Big data will drive data centre spending increase

Digital Realty

Wednesday, 09 July, 2014

Big data will drive data centre spending increase

Digital Realty has released Australia-specific findings following its annual commissioned survey of Asia-Pacific data centre trends conducted by Forrester Consulting.

According to the survey, 76% of Australian organisations expect to increase spending on data centre facilities over the next 12 months, with 59% of respondents expecting to increase spending by 5-10% and 17% expecting to increase spending by more than 10%.

Big data was cited as the key driver of data centre growth in Australia by over half (51%), followed by virtualisation (39%) and business continuity (37%).

“As consumers continue to become more connected and trends such as mobile computing, big data analytics and the Internet of Things (IoT) gain momentum, copious amounts of data are generated which need to be analysed and processed in real time, highlighting that the role of the data centre has never been so important,” commented Kris Kumar, senior vice president and regional head, Asia Pacific at Digital Realty.

“Organisations are realising the true business benefits this data holds and this is reflective in Australian organisations’ intentions to increase spending on data centre facilities.”
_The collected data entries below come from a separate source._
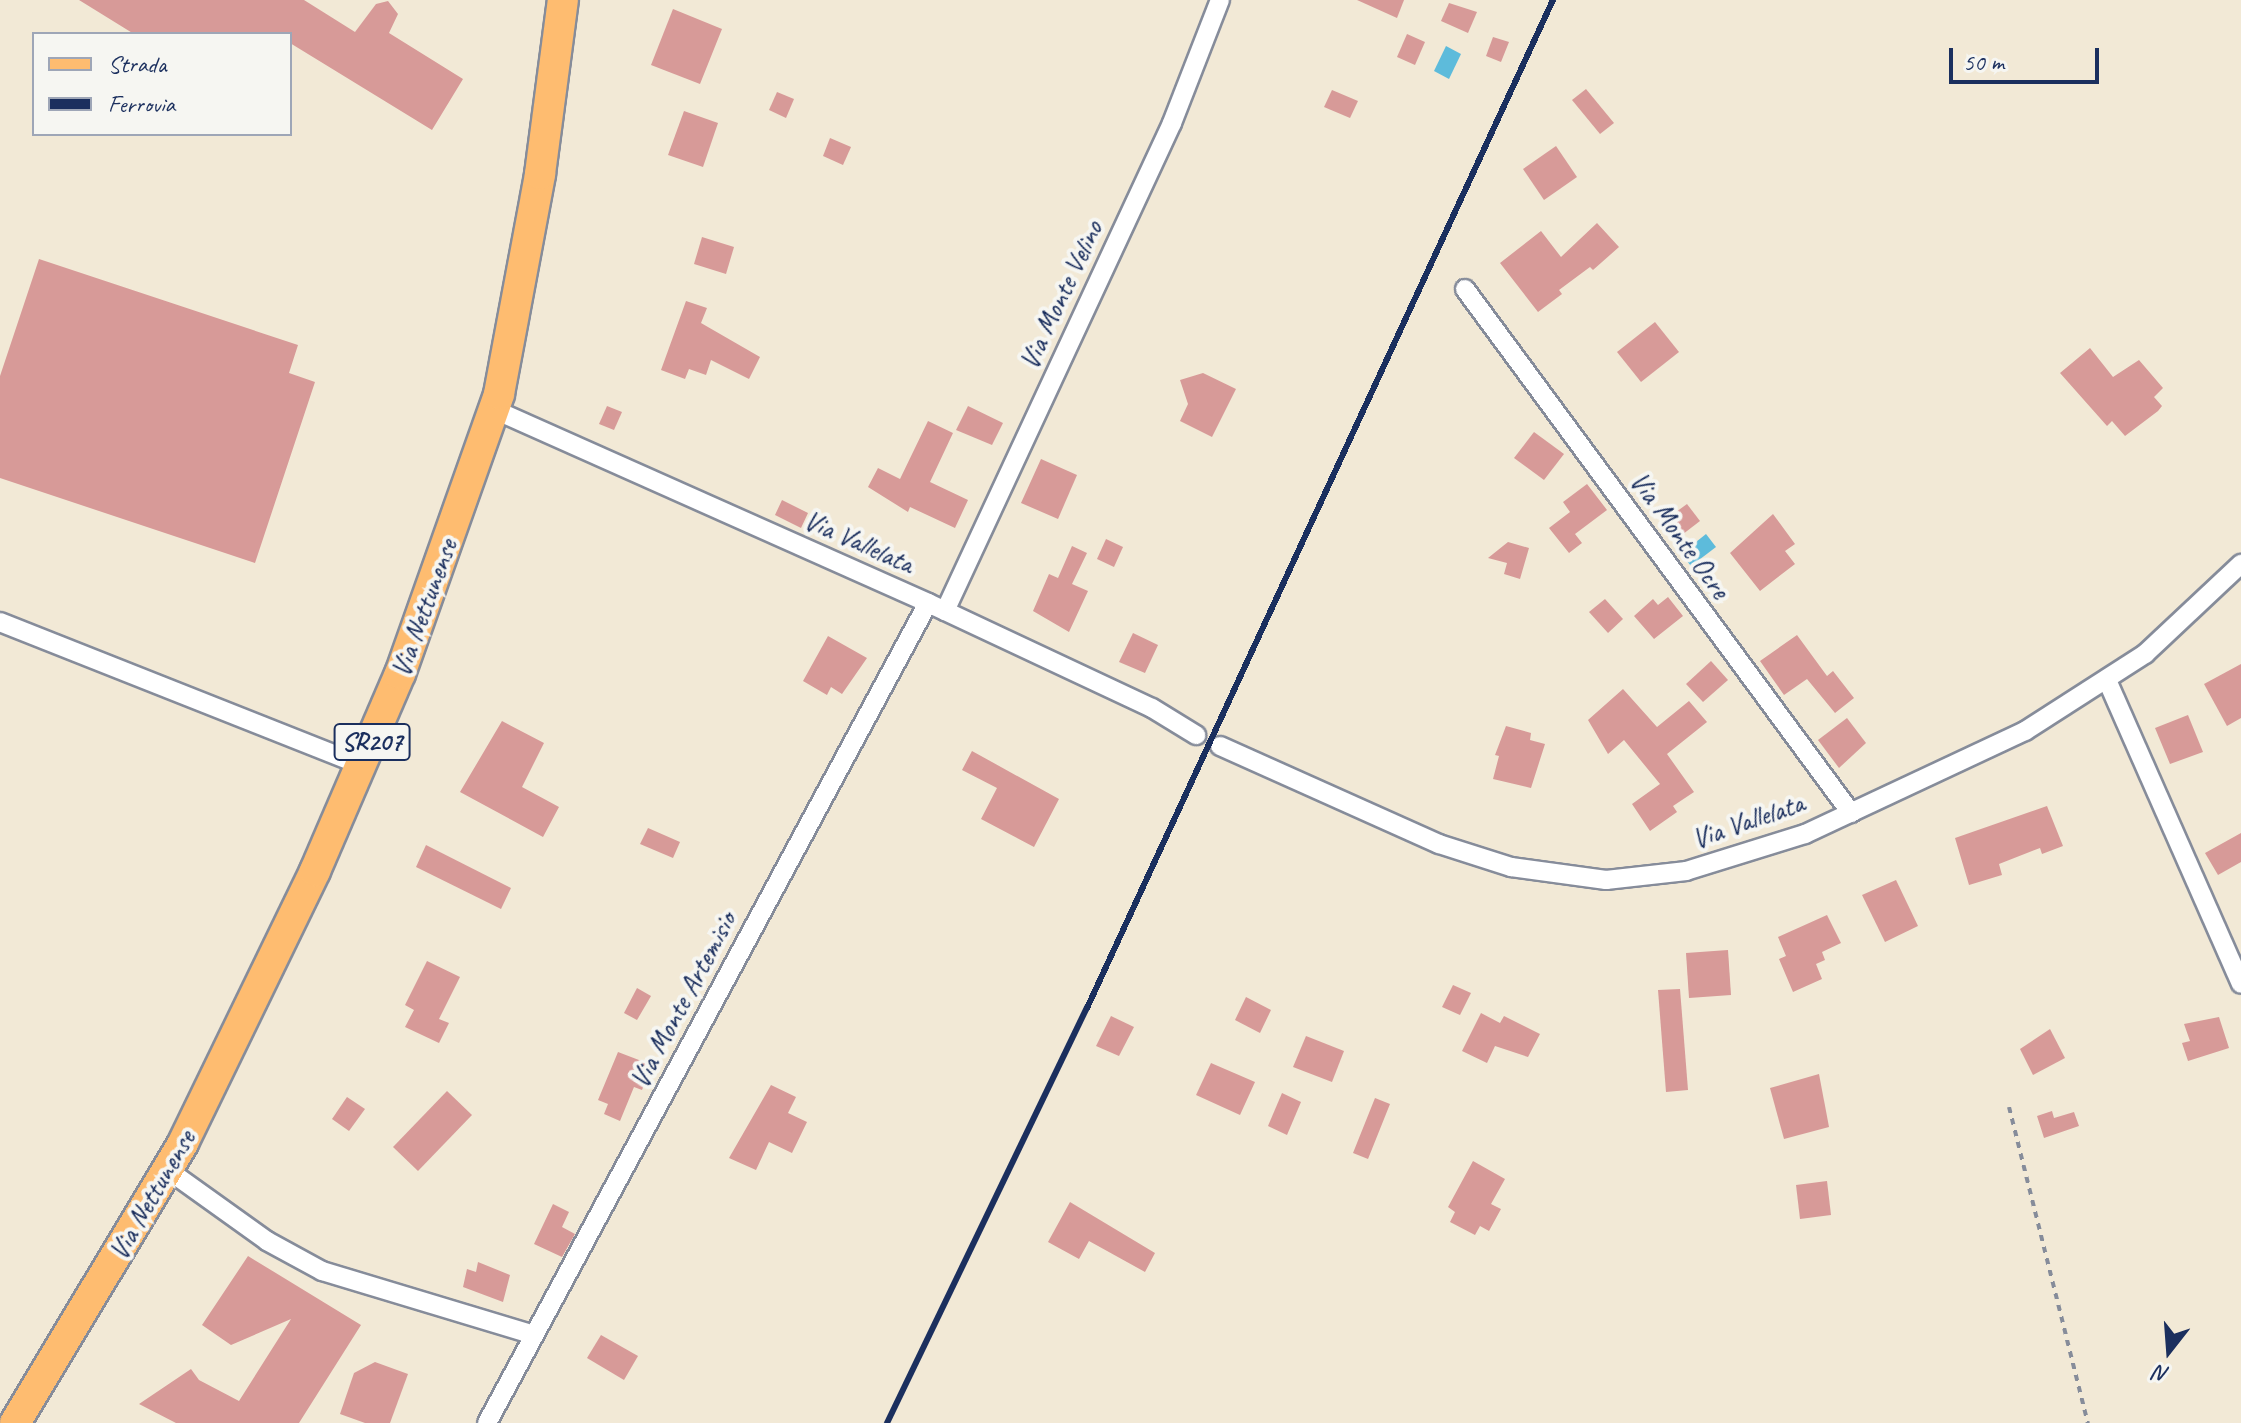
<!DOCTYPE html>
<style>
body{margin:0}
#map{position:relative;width:2241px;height:1423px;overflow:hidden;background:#f2e9d6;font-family:Caveat,sans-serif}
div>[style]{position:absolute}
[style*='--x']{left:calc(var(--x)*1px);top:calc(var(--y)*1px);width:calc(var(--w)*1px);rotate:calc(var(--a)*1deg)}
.water>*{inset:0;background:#5dbbdb}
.building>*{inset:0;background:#d79a98}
.path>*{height:4px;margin-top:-2px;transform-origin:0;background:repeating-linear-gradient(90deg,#868c9a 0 6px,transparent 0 12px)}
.roads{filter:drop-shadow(2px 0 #868c9a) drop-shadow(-2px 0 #868c9a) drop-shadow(0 2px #868c9a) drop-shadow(0 -2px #868c9a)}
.street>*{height:18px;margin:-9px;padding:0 9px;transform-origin:9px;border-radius:9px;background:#fff}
.primary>*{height:30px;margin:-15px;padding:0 15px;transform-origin:15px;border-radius:15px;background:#febc70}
.rail>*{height:6px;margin:-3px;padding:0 3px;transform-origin:3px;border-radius:3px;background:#1b2f5e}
span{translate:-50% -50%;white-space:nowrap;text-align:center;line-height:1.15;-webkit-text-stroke:8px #f6f6f2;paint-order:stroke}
.shield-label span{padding:2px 6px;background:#f6f6f2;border:2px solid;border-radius:6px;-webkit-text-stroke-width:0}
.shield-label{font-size:26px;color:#1b2f5e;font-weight:700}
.street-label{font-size:28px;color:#1b2f5e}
.legend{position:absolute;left:32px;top:32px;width:260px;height:104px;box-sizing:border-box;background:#f6f6f2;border:2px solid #9ea6b7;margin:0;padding:10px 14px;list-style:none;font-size:24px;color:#1b2f5e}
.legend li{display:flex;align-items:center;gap:16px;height:40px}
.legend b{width:40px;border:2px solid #9ea6b7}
.north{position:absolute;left:2129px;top:1311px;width:80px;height:80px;-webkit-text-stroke:6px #f6f6f2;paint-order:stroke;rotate:197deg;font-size:22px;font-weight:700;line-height:32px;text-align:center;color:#1b2f5e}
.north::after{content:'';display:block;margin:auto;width:28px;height:36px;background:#1b2f5e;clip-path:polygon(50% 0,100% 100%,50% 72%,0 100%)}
.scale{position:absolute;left:1949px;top:48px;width:150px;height:36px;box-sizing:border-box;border:4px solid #1b2f5e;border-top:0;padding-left:10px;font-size:24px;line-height:28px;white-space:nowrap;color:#1b2f5e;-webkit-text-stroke:6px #f6f6f2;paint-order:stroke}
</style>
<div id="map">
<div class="water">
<i style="clip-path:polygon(1446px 46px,1461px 54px,1449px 79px,1434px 71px)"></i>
<i style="clip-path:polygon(1706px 534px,1716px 547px,1691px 566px,1681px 554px)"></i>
</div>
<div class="building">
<i style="clip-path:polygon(79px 0,304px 0,355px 32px,376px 4px,388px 1px,398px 14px,389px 33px,463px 79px,432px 130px,290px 43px,290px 34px,134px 34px)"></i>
<i style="clip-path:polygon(1357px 0,1404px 0,1397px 18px)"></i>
<i style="clip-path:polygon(1449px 3px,1477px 12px,1468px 33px,1441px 21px)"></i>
<i style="clip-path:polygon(673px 9px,722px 29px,700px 84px,651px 65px)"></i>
<i style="clip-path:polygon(1407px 34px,1425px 42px,1415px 65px,1397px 57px)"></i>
<i style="clip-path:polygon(1493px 37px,1509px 42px,1501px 62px,1486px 56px)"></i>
<i style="clip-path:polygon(1586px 89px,1614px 123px,1600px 134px,1572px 100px)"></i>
<i style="clip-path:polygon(1332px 90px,1358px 101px,1350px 118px,1324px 107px)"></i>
<i style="clip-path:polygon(777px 92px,794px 99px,786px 118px,769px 110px)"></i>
<i style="clip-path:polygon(684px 111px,718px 123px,703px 167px,668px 155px)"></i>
<i style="clip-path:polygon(830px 138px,851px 147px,843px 165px,823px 156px)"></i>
<i style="clip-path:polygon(1556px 146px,1577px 177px,1544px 200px,1523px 169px)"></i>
<i style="clip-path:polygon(1597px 223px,1619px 247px,1593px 270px,1590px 267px,1559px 290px,1562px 294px,1538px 312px,1500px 263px,1541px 231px,1561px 257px)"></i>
<i style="clip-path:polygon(702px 237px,734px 247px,726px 274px,694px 264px)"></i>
<i style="clip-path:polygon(39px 259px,298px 345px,289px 373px,315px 382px,255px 563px,0 478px,0 376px)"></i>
<i style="clip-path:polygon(686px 301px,707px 308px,701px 323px,760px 357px,749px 379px,711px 360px,706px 375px,689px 369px,685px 379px,661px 370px)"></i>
<i style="clip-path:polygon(1655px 322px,1679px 352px,1641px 382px,1617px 352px)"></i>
<i style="clip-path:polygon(2090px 348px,2113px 377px,2139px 360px,2163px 388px,2154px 397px,2162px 406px,2158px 411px,2125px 436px,2112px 421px,2107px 426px,2060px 373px)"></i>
<i style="clip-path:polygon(1203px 373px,1236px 389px,1212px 437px,1180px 421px,1188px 404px,1180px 380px)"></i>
<i style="clip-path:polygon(607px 406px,622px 412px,614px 430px,599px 424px)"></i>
<i style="clip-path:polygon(968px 406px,1003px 423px,992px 445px,956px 430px)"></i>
<i style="clip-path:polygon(928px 421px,953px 433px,930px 482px,968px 500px,955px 528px,910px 507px,908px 512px,868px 487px,878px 468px,900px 479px)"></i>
<i style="clip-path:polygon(1534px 432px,1564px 454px,1544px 480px,1514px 458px)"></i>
<i style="clip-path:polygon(1041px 459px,1077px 475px,1058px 519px,1021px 503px)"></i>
<i style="clip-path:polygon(1587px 484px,1607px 510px,1575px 534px,1582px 543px,1569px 553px,1549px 528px,1570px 512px,1563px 502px)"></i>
<i style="clip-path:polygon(782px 500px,808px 513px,801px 528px,775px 515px)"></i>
<i style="clip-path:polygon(1687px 504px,1700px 521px,1674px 541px,1661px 523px)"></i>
<i style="clip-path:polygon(1773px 514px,1795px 544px,1785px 551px,1795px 564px,1760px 591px,1730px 553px)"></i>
<i style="clip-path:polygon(1106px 539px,1123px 547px,1114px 567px,1097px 559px)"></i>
<i style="clip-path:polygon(1508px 542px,1529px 548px,1520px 579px,1504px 574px,1507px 563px,1488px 558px)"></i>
<i style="clip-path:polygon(1072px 546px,1087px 553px,1072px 584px,1088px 591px,1069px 632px,1033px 611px,1049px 574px,1058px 578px)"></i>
<i style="clip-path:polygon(1668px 597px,1683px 616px,1654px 639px,1634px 616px,1653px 599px,1658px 605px)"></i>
<i style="clip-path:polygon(1605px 599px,1623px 619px,1608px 633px,1589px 612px)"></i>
<i style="clip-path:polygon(1133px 633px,1158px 645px,1145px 673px,1119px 662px)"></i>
<i style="clip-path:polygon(1797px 635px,1827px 676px,1833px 671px,1854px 698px,1835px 713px,1807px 679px,1784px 695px,1760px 661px)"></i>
<i style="clip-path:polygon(828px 636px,867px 658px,842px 694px,831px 687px,827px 695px,803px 681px)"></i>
<i style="clip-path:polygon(1711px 661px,1728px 680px,1703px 702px,1686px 684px)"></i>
<i style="clip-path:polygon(2241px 664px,2241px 718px,2227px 726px,2204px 684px)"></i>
<i style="clip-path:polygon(1623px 689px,1657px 727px,1689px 701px,1707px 722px,1667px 754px,1694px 792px,1673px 806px,1677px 812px,1650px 831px,1632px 804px,1660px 784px,1624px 740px,1608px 754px,1588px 720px)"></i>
<i style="clip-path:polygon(2188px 715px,2203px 752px,2170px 764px,2155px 728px)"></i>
<i style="clip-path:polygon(1847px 718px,1866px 743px,1839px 768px,1818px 740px)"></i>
<i style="clip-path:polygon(502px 721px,544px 743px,522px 787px,559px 807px,543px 837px,460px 792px)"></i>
<i style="clip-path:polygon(1506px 726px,1531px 733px,1530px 740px,1545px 744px,1531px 788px,1493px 779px,1499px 756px,1495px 755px)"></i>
<i style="clip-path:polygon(972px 751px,1059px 799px,1034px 847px,981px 819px,997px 788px,962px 770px)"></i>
<i style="clip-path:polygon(2047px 806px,2063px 846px,2042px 854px,2040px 848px,1999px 864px,2002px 875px,1969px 885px,1955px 838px)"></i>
<i style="clip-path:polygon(648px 828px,680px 842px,673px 858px,640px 844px)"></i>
<i style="clip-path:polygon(2241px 833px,2241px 862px,2218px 875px,2205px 853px)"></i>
<i style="clip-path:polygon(426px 845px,511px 888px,501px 909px,416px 867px)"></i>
<i style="clip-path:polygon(1896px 880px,1918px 926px,1885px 942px,1862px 895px)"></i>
<i style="clip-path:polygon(1827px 915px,1841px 943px,1822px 952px,1825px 960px,1816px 964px,1822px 979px,1793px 992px,1779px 959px,1786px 956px,1778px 937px)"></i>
<i style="clip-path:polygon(1728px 950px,1731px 995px,1689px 998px,1686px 953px)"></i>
<i style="clip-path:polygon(427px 961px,460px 977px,439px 1019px,449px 1023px,439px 1043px,405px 1027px,414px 1010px,405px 1005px)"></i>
<i style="clip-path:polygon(1453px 985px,1471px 993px,1460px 1015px,1442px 1007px)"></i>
<i style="clip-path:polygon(637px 988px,651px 996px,637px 1020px,624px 1013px)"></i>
<i style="clip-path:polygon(1680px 989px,1688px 1090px,1666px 1092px,1658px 990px)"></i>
<i style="clip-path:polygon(1246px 997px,1271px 1010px,1260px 1033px,1235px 1020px)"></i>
<i style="clip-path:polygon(1481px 1013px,1500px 1023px,1504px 1016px,1540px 1034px,1528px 1057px,1495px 1046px,1487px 1063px,1462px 1051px)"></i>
<i style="clip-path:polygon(1111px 1016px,1134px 1027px,1119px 1056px,1096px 1046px)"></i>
<i style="clip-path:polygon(2219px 1017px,2229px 1048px,2188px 1061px,2182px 1043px,2190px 1041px,2184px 1024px)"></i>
<i style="clip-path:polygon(2050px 1029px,2065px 1058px,2033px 1075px,2020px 1049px)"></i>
<i style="clip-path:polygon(1306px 1036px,1344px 1051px,1332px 1082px,1293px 1067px)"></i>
<i style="clip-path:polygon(618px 1052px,652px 1065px,642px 1090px,634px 1087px,620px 1121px,604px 1114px,608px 1104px,598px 1100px)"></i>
<i style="clip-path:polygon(1211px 1063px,1255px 1082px,1240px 1115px,1196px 1095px)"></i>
<i style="clip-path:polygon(1819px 1074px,1829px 1127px,1784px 1139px,1770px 1088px)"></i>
<i style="clip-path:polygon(771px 1085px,796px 1097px,788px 1113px,807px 1122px,792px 1153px,769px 1142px,756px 1170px,729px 1158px)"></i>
<i style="clip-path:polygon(447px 1091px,472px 1115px,418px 1171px,393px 1147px)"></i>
<i style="clip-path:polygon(1282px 1093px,1301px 1102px,1287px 1135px,1268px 1126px)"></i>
<i style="clip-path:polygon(347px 1097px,365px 1109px,349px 1131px,332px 1119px)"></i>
<i style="clip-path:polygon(1375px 1098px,1390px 1104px,1368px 1159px,1353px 1153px)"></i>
<i style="clip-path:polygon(2052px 1111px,2054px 1118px,2074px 1112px,2079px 1126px,2044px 1138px,2037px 1116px)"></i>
<i style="clip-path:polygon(1473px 1161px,1505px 1179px,1491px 1204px,1501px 1209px,1489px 1231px,1480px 1226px,1475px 1235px,1450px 1222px,1455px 1212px,1448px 1207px)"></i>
<i style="clip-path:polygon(1827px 1181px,1831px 1215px,1800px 1219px,1796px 1185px)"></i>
<i style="clip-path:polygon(1070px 1202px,1155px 1253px,1145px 1272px,1089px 1241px,1079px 1259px,1048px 1242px)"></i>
<i style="clip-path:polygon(553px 1204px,569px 1212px,562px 1227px,575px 1234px,562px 1257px,534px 1244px)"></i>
<i style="clip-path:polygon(248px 1256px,361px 1325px,299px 1423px,176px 1423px,139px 1404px,191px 1369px,199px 1380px,239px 1401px,291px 1319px,231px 1345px,202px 1325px)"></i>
<i style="clip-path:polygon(478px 1262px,510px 1275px,503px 1302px,463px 1287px,467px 1269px,476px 1272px)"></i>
<i style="clip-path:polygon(601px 1335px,638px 1356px,624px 1380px,587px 1358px)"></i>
<i style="clip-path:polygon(375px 1362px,408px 1374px,390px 1423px,365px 1423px,340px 1414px,354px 1373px)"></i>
</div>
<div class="path">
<i style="--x:2009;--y:1107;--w:326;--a:76"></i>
</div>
<div class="roads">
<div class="street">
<i style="--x:1465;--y:289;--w:651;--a:53.62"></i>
<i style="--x:495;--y:410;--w:474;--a:24"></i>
<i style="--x:928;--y:603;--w:247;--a:25.1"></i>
<i style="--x:1152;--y:708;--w:52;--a:31.5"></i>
<i style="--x:945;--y:611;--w:538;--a:-65.05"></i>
<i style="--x:1172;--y:123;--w:132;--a:-68.7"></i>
<i style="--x:0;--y:622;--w:389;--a:21.6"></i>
<i style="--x:2107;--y:680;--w:332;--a:66.2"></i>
<i style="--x:1220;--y:746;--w:240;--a:24.1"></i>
<i style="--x:1439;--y:844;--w:76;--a:17.7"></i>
<i style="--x:1511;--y:867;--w:96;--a:7.8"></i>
<i style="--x:1606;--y:880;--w:81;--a:-6.4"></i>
<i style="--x:1686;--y:871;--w:125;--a:-17.3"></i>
<i style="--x:1805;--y:834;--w:243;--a:-25.1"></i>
<i style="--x:2025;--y:731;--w:143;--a:-32.7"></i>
<i style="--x:2145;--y:654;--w:132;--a:-43.2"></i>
<i style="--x:168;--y:1170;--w:122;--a:35.6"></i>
<i style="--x:267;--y:1241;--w:63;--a:28.6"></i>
<i style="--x:322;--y:1271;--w:221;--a:16.8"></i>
<i style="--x:487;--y:1423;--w:931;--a:-61.73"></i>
</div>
<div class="primary">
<i style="--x:15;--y:1423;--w:327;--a:-59"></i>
<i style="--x:183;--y:1143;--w:302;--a:-64.1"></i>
<i style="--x:315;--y:871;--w:215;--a:-66.7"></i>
<i style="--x:400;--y:674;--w:297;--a:-70.5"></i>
<i style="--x:499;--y:394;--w:224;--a:-79.4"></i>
<i style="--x:540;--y:174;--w:176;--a:-82.5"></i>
</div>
</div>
<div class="rail">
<i style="--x:887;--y:1423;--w:461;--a:-64.3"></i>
<i style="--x:1087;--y:1008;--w:1111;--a:-65.19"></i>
</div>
<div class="shield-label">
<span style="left:372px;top:742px">SR207</span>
</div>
<div class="street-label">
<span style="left:1061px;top:295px;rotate:-65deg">Via Monte Velino</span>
<span style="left:1680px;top:535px;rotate:54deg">Via Monte Ocre</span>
<span style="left:859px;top:542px;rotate:24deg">Via Vallelata</span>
<span style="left:424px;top:608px;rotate:-70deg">Via Nettunense</span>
<span style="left:1748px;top:821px;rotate:-19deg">Via Vallelata</span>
<span style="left:683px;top:1000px;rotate:-62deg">Via Monte Artemisio</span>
<span style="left:152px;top:1195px;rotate:-60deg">Via Nettunense</span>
</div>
<ul class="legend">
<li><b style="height:10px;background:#febc70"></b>Strada</li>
<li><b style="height:10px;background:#1b2f5e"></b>Ferrovia</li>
</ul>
<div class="north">N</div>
<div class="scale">50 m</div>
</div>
Network connectivity options, carrier availability and carrier density were also identified by the survey as top considerations when making decisions about new data centre facility investments, with 73% of respondents attributing this as very important.

Other very important considerations included access to cloud, managed service providers or other partners (61%) and the cost of energy at the data centre location (59%).

Other findings include:

  • CIOs have the biggest influence on data centre spend with 52% of respondents identifying the CIO or most senior IT decision-maker as influencing the decision, followed by the CEO (46%) and the IT VP/manager/director (46%).
  • 52% of Australian organisations surveyed have between one and four data centres.
  • 50% of respondents cited the need to expand space and number of cabinets/racks as the main reason their data centre facilities are running out of capacity.